Untuk memenuhi persyaratan pemulihan dari bencana (DR), kami men-deploy sistem tiket dalam konfigurasi primer-sekunder di beberapa instance GDC. Dalam mode ini, permintaan ke sistem tiket biasanya dirutekan ke situs primer, sementara situs sekunder terus mereplikasi log biner database. Jika terjadi peristiwa failover, situs sekunder dipromosikan menjadi situs utama baru dan permintaan kemudian dirutekan ke situs utama baru.

Kami memanfaatkan kemampuan replikasi database untuk mengonfigurasi server database utama dan replika per instance GDC berdasarkan parameter yang ditetapkan.

Untuk mengaktifkan replikasi bagi instance yang sudah berjalan lebih lama daripada periode retensi untuk log biner, kita dapat memulihkan database replika menggunakan pencadangan database untuk memulai replikasi dari database utama.

Dalam mode utama, server aplikasi dan database beroperasi seperti saat ini, tetapi database utama dikonfigurasi untuk mengaktifkan replikasi.
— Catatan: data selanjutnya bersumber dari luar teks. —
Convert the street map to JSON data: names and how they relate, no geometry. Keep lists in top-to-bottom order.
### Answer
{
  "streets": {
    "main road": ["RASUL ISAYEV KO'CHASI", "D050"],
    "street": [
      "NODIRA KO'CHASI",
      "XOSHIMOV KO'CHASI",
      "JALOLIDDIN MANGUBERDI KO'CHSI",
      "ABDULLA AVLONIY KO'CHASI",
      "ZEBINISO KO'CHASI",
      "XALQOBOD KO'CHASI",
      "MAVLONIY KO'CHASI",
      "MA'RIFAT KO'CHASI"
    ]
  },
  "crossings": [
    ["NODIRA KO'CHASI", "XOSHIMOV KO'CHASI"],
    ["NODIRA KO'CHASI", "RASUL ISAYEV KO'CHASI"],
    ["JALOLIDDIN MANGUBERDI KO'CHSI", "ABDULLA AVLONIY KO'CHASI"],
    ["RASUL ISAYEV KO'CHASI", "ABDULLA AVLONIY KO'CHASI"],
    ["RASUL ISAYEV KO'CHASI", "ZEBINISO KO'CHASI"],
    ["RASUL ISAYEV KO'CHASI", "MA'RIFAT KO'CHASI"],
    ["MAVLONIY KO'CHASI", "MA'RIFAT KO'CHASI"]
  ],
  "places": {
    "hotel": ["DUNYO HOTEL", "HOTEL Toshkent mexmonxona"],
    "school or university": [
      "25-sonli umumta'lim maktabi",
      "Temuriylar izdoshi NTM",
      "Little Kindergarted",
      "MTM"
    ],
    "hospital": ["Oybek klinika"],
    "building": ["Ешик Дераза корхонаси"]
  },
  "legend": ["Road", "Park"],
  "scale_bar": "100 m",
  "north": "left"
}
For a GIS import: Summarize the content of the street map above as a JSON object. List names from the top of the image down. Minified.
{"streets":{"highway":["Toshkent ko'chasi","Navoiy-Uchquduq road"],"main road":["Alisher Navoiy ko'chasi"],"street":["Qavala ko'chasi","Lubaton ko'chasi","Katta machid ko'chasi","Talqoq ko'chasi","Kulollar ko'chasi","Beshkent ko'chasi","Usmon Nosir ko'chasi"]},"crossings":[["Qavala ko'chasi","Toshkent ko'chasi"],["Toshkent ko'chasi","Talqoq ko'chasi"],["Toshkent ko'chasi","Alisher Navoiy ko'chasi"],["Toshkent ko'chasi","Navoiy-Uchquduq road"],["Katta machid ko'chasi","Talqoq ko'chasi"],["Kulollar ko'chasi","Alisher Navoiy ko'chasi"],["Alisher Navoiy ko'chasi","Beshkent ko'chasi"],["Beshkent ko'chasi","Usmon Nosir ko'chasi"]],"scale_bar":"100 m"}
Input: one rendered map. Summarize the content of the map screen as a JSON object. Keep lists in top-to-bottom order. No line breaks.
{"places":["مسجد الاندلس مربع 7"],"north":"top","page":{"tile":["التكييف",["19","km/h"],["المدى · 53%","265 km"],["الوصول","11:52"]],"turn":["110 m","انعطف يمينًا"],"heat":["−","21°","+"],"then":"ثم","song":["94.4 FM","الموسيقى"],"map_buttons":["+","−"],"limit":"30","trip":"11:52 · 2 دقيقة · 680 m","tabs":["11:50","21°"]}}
Contoh:

  1. Aktifkan log biner.

  2. Tetapkan ID server.

  3. Buat akun pengguna replikasi.

  4. Membuat cadangan.

Dalam mode replika, server aplikasi akan menonaktifkan layanan web ticketing untuk menghindari koneksi langsung ke database replika. Database replika harus dikonfigurasi untuk memulai replikasi dari database utama, misalnya:

  1. Tetapkan ID server.

  2. Konfigurasi kredensial pengguna replikasi dan detail koneksi utama, seperti host dan port.

  3. Memulihkan dari posisi log biner lanjutan cadangan.

Replikasi database memerlukan konektivitas jaringan agar replika dapat terhubung ke database utama untuk memulai replikasi. Untuk mengekspos endpoint database utama untuk replikasi, kami menggunakan Cloud Service Mesh untuk membuat mesh layanan Ingress yang mendukung penghentian TLS di mesh layanan, mirip dengan cara kami menangani transfer data HTTPS di aplikasi web sistem tiket.